Un’indagine degli Agenti del Comando Stazione del Corpo Forestale dello Stato di Castelfranco in Miscano (BN) in agro del comune di Ginestra degli Schiavoni (BN), sullo smaltimento delle terre provenienti dai lavori del costruendo Parco eolico, ha attuato un accertamento sulla compatibilità ambientale delle pale eoliche. Dall’esame della documentazione a corredo del progetto e degli atti autorizzativi è emerso, che per le aree boschive presenti nel comprensorio e interessate dai lavori, non era stato espresso alcun parere paesaggistico dalla competente Soprintendenza. Per l’assenza di tale autorizzazione e per il deturpamento delle bellezze naturali, gli uomini della Forestale hanno denunciato alla Procura della Repubblica di Benevento sei persone.
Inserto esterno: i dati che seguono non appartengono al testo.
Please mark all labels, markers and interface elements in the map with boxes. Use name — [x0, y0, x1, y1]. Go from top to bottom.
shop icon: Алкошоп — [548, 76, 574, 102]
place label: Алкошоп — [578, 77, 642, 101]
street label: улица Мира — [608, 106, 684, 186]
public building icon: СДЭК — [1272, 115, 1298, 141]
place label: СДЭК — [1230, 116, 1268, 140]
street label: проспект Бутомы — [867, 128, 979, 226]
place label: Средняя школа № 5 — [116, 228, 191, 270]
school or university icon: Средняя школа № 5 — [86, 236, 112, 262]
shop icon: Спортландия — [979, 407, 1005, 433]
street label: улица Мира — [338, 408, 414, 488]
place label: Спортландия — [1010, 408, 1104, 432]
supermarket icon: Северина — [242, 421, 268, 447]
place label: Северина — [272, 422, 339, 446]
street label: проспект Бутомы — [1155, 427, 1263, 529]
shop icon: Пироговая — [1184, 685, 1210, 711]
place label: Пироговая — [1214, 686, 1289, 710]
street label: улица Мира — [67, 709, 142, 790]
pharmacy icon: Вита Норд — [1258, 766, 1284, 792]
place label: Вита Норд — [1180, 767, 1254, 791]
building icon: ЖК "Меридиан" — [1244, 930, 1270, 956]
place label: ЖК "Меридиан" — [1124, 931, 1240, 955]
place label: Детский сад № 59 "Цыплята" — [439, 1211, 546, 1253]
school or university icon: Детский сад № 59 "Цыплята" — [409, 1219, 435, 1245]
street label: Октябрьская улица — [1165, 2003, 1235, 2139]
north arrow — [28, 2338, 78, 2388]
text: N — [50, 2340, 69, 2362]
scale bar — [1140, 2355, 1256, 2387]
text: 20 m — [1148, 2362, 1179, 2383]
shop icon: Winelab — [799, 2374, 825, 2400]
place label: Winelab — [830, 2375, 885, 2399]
Di qui il provvedimento del GIP di procedere al sequestro preventivo di quattro aerogeneratori, provvedimento eseguito il 26 luglio scorso dagli uomini del Corpo Forestale dello Stato di Castelfranco in Miscano (BN), coordinati dal Pubblico Ministero presso la Procura della Repubblica di Benevento.
Fonte: Corriere del Sannio
Scritto da: Via dal Vento
– 28 luglio 2010 Archiviato in Campania, Criminalità.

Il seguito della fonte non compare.